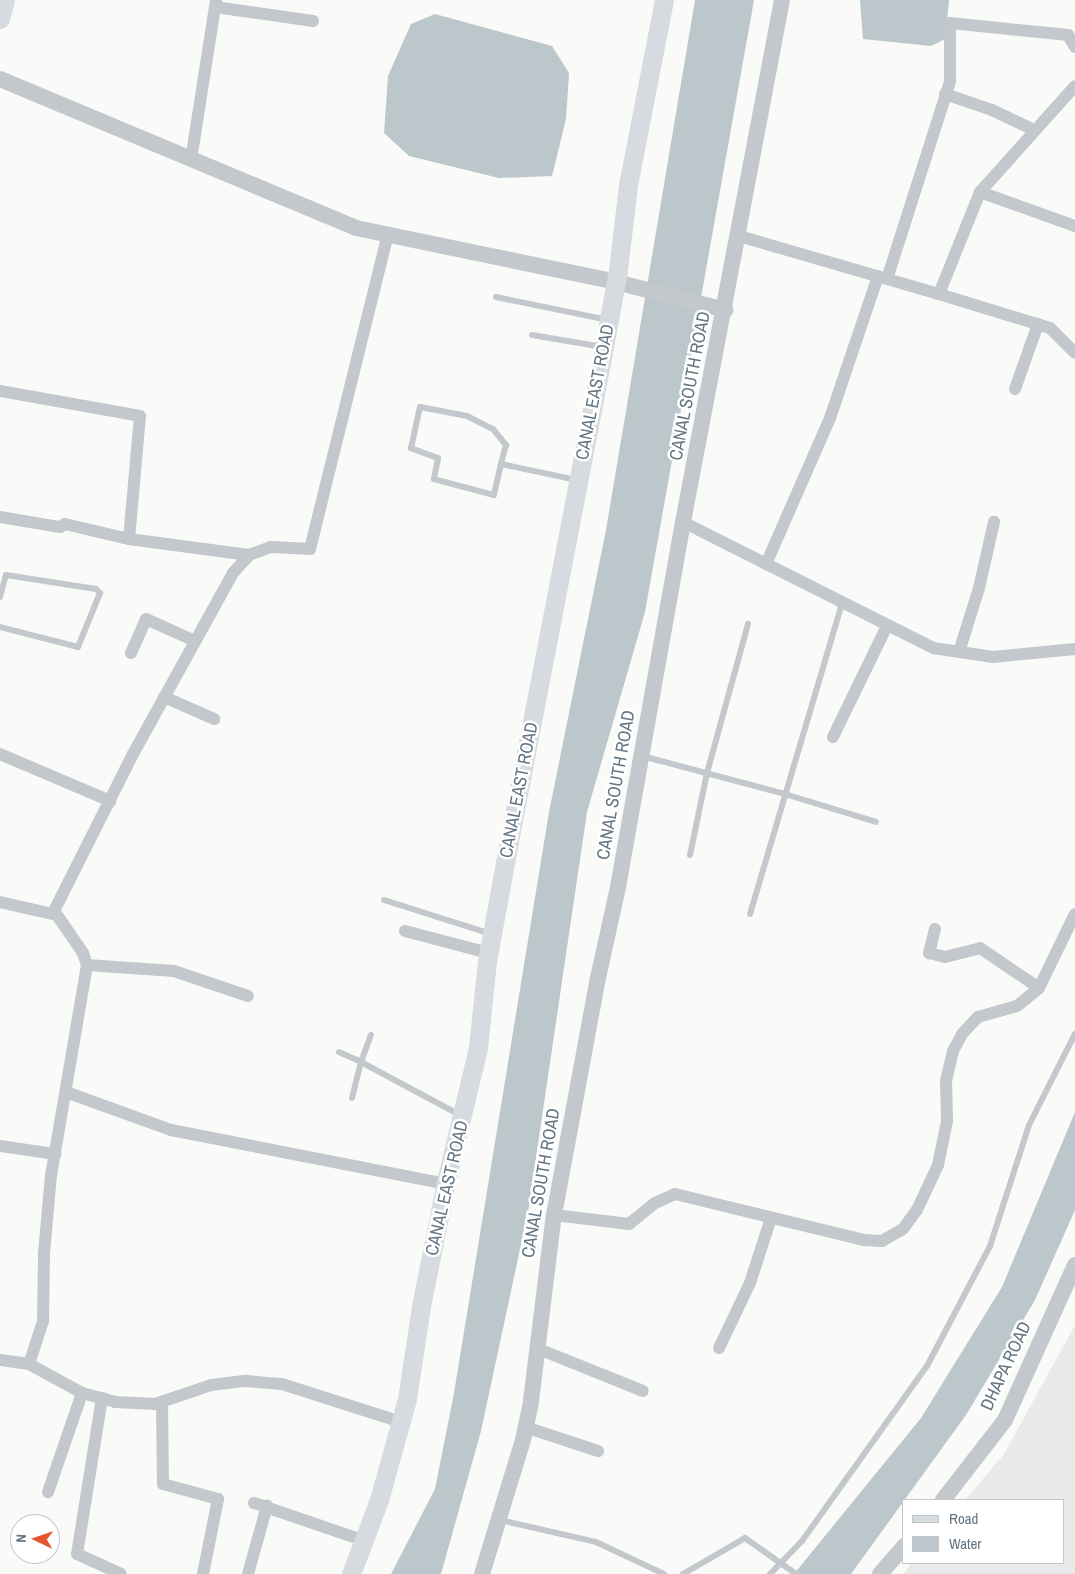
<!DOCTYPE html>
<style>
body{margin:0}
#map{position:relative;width:1075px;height:1574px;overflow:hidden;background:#fafaf8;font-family:"Archivo Narrow",sans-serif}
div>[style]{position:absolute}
.built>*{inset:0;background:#e8e9e9}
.water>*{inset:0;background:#bbc7cb}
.service>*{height:6px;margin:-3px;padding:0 3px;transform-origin:3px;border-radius:3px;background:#c3c8cc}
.minor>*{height:12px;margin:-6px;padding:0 6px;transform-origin:6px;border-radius:6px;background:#c3c8cc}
.tertiary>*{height:16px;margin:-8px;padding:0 8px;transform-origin:8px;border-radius:8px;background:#c3c8cc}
.secondary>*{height:19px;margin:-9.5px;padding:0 9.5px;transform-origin:9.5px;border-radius:9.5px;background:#d6dbdf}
span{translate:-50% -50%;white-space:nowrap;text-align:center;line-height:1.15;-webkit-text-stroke:5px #fff;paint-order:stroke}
.street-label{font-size:18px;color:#657683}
.legend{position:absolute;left:902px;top:1499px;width:162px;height:65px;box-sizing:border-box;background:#fff;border:1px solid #c1c8cd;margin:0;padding:6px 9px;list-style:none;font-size:15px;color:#657683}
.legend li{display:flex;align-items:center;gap:10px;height:25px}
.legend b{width:25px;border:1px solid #c1c8cd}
.north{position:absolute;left:10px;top:1514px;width:50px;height:50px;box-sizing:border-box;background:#fff;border:1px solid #c1c8cd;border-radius:50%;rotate:273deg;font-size:14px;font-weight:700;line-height:20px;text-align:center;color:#657683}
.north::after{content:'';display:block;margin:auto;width:18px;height:22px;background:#e4572e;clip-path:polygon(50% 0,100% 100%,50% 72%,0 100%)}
</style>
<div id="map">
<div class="built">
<i style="clip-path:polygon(1075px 1325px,1075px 1574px,903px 1574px,912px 1563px,1064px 1563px,1064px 1500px,965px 1500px,1004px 1454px)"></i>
</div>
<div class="water">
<i style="clip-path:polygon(695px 0,754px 0,645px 612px,587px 812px,528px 1212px,481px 1431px,441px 1574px,391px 1574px,435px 1489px,454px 1393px,549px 812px,606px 530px)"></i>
<i style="clip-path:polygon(860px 0,949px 0,945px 39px,931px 46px,863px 39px)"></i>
<i style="clip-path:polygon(435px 14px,552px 46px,569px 73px,566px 119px,552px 176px,499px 178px,409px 156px,384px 133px,388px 76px,411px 24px)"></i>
<i style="clip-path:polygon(1075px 1112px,1075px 1210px,1035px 1300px,966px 1415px,851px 1574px,794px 1574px,921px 1418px,1002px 1287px)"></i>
</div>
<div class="service">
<i style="left:496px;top:297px;width:114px;rotate:11.6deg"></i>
<i style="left:532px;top:335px;width:72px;rotate:9.6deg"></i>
<i style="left:501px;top:464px;width:32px;rotate:103deg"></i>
<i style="left:494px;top:495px;width:62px;rotate:-165.1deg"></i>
<i style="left:434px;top:479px;width:21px;rotate:-79deg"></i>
<i style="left:438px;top:458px;width:29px;rotate:-160deg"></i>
<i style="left:411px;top:448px;width:42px;rotate:-77.6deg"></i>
<i style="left:420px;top:407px;width:48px;rotate:10.8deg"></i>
<i style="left:467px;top:416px;width:29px;rotate:27deg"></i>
<i style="left:493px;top:429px;width:21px;rotate:51deg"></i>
<i style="left:506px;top:445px;width:20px;rotate:105deg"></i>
<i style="left:501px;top:464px;width:78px;rotate:11.9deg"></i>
<i style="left:0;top:597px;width:23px;rotate:-75deg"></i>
<i style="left:6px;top:575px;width:91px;rotate:8.8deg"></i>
<i style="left:96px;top:589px;width:6px;rotate:45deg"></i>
<i style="left:100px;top:593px;width:58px;rotate:112.2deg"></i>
<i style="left:78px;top:647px;width:81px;rotate:-165.6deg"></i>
<i style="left:642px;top:756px;width:148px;rotate:14.9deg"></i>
<i style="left:785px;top:794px;width:95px;rotate:17.1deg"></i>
<i style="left:690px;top:855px;width:84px;rotate:-78.3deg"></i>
<i style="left:707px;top:773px;width:155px;rotate:-74.6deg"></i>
<i style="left:384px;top:900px;width:112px;rotate:17.6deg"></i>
<i style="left:750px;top:914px;width:324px;rotate:-73.5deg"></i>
<i style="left:339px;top:1052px;width:24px;rotate:24deg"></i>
<i style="left:361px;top:1062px;width:29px;rotate:-70deg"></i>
<i style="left:352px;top:1098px;width:37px;rotate:-76deg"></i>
<i style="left:361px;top:1062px;width:112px;rotate:28.2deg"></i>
<i style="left:500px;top:1520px;width:98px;rotate:12.9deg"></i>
<i style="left:596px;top:1542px;width:75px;rotate:25.2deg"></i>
<i style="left:683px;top:1574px;width:72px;rotate:-30.1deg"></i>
<i style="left:745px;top:1538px;width:62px;rotate:35.2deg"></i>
<i style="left:770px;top:1574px;width:46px;rotate:-45.9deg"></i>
<i style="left:802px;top:1541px;width:215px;rotate:-54.5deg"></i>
<i style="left:927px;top:1366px;width:136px;rotate:-62.3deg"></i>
<i style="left:990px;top:1246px;width:127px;rotate:-72.1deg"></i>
<i style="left:1029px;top:1125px;width:102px;rotate:-63.2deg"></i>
</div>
<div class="minor">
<i style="left:215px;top:7px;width:99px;rotate:8.1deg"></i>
<i style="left:945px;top:94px;width:50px;rotate:18.8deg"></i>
<i style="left:992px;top:110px;width:47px;rotate:25.5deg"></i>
<i style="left:191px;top:160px;width:162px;rotate:-81.1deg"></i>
<i style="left:980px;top:192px;width:101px;rotate:19.7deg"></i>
<i style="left:739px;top:236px;width:208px;rotate:16.2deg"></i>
<i style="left:939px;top:294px;width:110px;rotate:-68.1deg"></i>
<i style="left:980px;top:192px;width:142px;rotate:-48.1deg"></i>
<i style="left:887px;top:279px;width:208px;rotate:-72.3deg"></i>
<i style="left:950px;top:81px;width:58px;rotate:-90deg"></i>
<i style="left:950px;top:23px;width:119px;rotate:5.8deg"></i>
<i style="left:1068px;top:35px;width:14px;rotate:60deg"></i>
<i style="left:939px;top:294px;width:116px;rotate:17deg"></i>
<i style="left:1050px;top:328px;width:35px;rotate:45deg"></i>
<i style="left:1015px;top:389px;width:69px;rotate:-70.5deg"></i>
<i style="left:0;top:391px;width:142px;rotate:10.1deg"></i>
<i style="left:140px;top:416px;width:123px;rotate:95.1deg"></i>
<i style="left:0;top:517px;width:61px;rotate:9.5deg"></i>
<i style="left:60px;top:527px;width:6px;rotate:-31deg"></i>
<i style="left:65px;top:524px;width:66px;rotate:13.2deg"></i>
<i style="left:129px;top:539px;width:121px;rotate:7.6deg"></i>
<i style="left:683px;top:522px;width:280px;rotate:26.7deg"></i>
<i style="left:933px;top:648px;width:61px;rotate:8.5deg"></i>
<i style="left:993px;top:657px;width:82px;rotate:-5.6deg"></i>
<i style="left:766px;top:564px;width:159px;rotate:-66.3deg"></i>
<i style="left:830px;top:418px;width:150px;rotate:-71.3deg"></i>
<i style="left:959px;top:652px;width:67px;rotate:-72.6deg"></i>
<i style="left:979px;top:588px;width:68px;rotate:-77.2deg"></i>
<i style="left:131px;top:653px;width:37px;rotate:-66deg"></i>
<i style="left:146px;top:619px;width:54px;rotate:24.2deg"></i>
<i style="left:164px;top:697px;width:55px;rotate:23.7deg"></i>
<i style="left:833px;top:737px;width:123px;rotate:-64.1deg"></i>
<i style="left:0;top:754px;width:120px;rotate:23.1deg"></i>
<i style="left:0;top:902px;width:58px;rotate:12.8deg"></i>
<i style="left:57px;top:915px;width:46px;rotate:55.6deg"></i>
<i style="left:83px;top:953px;width:13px;rotate:72deg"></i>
<i style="left:87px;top:965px;width:213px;rotate:99.7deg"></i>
<i style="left:51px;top:1175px;width:78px;rotate:95.1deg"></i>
<i style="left:44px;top:1253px;width:68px;rotate:90.8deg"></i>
<i style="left:43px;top:1321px;width:45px;rotate:108deg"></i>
<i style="left:29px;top:1364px;width:29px;rotate:-172deg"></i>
<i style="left:53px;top:913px;width:178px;rotate:-63.3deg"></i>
<i style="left:133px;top:754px;width:207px;rotate:-61.1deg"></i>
<i style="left:233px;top:573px;width:24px;rotate:-48deg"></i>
<i style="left:249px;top:555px;width:23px;rotate:-20deg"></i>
<i style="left:271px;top:547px;width:39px;rotate:3deg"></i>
<i style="left:310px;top:549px;width:325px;rotate:-76.1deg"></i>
<i style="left:935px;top:929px;width:25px;rotate:104deg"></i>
<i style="left:929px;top:953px;width:16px;rotate:14deg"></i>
<i style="left:945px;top:957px;width:36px;rotate:-14deg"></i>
<i style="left:980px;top:948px;width:71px;rotate:34.1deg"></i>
<i style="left:405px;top:931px;width:87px;rotate:14.7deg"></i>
<i style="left:87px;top:965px;width:87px;rotate:3.9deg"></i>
<i style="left:174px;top:971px;width:78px;rotate:18.7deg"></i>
<i style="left:66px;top:1092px;width:112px;rotate:19.9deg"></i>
<i style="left:171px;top:1130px;width:280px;rotate:11.1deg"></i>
<i style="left:0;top:1146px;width:56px;rotate:8.3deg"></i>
<i style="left:554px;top:1215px;width:76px;rotate:6.8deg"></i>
<i style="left:629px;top:1224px;width:33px;rotate:-39deg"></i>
<i style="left:655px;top:1203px;width:22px;rotate:-24deg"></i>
<i style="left:675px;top:1194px;width:194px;rotate:13.7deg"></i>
<i style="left:863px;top:1240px;width:19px;rotate:3deg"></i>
<i style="left:882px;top:1241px;width:24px;rotate:-30deg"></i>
<i style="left:903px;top:1229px;width:24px;rotate:-54deg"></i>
<i style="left:917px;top:1210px;width:50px;rotate:-65deg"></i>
<i style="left:938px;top:1165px;width:45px;rotate:-78.4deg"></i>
<i style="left:947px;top:1121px;width:40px;rotate:-91.4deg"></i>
<i style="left:946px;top:1081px;width:31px;rotate:-77deg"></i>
<i style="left:953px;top:1051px;width:19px;rotate:-62deg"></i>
<i style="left:962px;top:1034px;width:23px;rotate:-47deg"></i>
<i style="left:978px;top:1017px;width:41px;rotate:-15.8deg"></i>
<i style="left:1017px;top:1006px;width:28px;rotate:-39deg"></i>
<i style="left:1039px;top:988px;width:82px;rotate:-64.1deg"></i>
<i style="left:536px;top:1348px;width:115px;rotate:21.9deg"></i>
<i style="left:719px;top:1348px;width:72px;rotate:-64.5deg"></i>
<i style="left:750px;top:1283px;width:68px;rotate:-72.1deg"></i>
<i style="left:29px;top:1364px;width:60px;rotate:28.7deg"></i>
<i style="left:82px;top:1393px;width:34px;rotate:15deg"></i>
<i style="left:115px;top:1402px;width:40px;rotate:2.9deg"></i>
<i style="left:155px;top:1404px;width:59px;rotate:-18.7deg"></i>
<i style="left:211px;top:1385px;width:35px;rotate:-7deg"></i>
<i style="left:246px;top:1381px;width:36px;rotate:5deg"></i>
<i style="left:282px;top:1384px;width:125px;rotate:17.7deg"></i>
<i style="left:102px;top:1398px;width:158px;rotate:99.1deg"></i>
<i style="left:77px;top:1554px;width:48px;rotate:24.4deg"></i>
<i style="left:162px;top:1402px;width:82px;rotate:89.3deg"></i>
<i style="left:163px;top:1484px;width:57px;rotate:15.3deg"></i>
<i style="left:218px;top:1499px;width:76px;rotate:101.3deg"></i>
<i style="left:525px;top:1427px;width:77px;rotate:18.2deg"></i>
<i style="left:48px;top:1492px;width:105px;rotate:-71deg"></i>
<i style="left:254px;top:1503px;width:114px;rotate:18.9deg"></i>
<i style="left:248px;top:1574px;width:71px;rotate:-74.4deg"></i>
</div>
<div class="tertiary">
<i style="left:0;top:79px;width:386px;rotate:22.7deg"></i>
<i style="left:356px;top:228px;width:266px;rotate:11.7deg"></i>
<i style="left:616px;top:282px;width:113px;rotate:14.4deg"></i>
<i style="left:943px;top:1500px;width:101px;rotate:-52.2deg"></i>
<i style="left:1005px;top:1420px;width:170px;rotate:-65.7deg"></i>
<i style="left:482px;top:1574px;width:140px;rotate:-73deg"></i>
<i style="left:523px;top:1440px;width:40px;rotate:-78deg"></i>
<i style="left:531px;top:1401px;width:187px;rotate:-83deg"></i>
<i style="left:554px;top:1215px;width:241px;rotate:-79.5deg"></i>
<i style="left:598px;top:978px;width:93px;rotate:-77.6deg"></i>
<i style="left:618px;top:887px;width:371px;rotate:-79.9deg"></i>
<i style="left:683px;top:522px;width:531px;rotate:-79.26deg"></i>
<i style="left:880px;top:1574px;width:37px;rotate:-49deg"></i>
</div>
<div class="secondary">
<i style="left:0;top:19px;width:20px;rotate:-75deg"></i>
<i style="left:351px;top:1574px;width:79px;rotate:-69.3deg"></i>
<i style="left:379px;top:1500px;width:105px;rotate:-74.5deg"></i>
<i style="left:407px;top:1399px;width:94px;rotate:-81.4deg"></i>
<i style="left:421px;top:1306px;width:132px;rotate:-78.6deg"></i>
<i style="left:447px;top:1177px;width:133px;rotate:-76.5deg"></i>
<i style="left:478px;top:1048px;width:87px;rotate:-84.1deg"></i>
<i style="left:487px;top:961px;width:122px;rotate:-79.6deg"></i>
<i style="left:509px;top:841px;width:503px;rotate:-79.11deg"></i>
<i style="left:604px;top:347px;width:78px;rotate:-79.7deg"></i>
<i style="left:618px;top:270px;width:86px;rotate:-83.3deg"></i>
<i style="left:628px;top:185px;width:188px;rotate:-79deg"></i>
</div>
<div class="street-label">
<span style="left:690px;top:386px;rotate:-79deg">CANAL SOUTH ROAD</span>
<span style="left:595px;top:392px;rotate:-79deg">CANAL EAST ROAD</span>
<span style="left:616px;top:785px;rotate:-80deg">CANAL SOUTH ROAD</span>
<span style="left:519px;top:790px;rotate:-79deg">CANAL EAST ROAD</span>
<span style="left:541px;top:1183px;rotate:-80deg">CANAL SOUTH ROAD</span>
<span style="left:447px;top:1188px;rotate:-77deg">CANAL EAST ROAD</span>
<span style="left:1006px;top:1366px;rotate:-65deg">DHAPA ROAD</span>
</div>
<ul class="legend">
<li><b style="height:6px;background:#d6dbdf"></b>Road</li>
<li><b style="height:14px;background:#bbc7cb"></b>Water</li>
</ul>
<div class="north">N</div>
</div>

^^^^^^^^^^^^^^^^

# TASK INSTRUCTIONS:
Find the word "service" in the listing above, then copy each line where it turns up.

# RESPONSE AREA:
.service>*{height:6px;margin:-3px;padding:0 3px;transform-origin:3px;border-radius:3px;background:#c3c8cc}
<div class="service">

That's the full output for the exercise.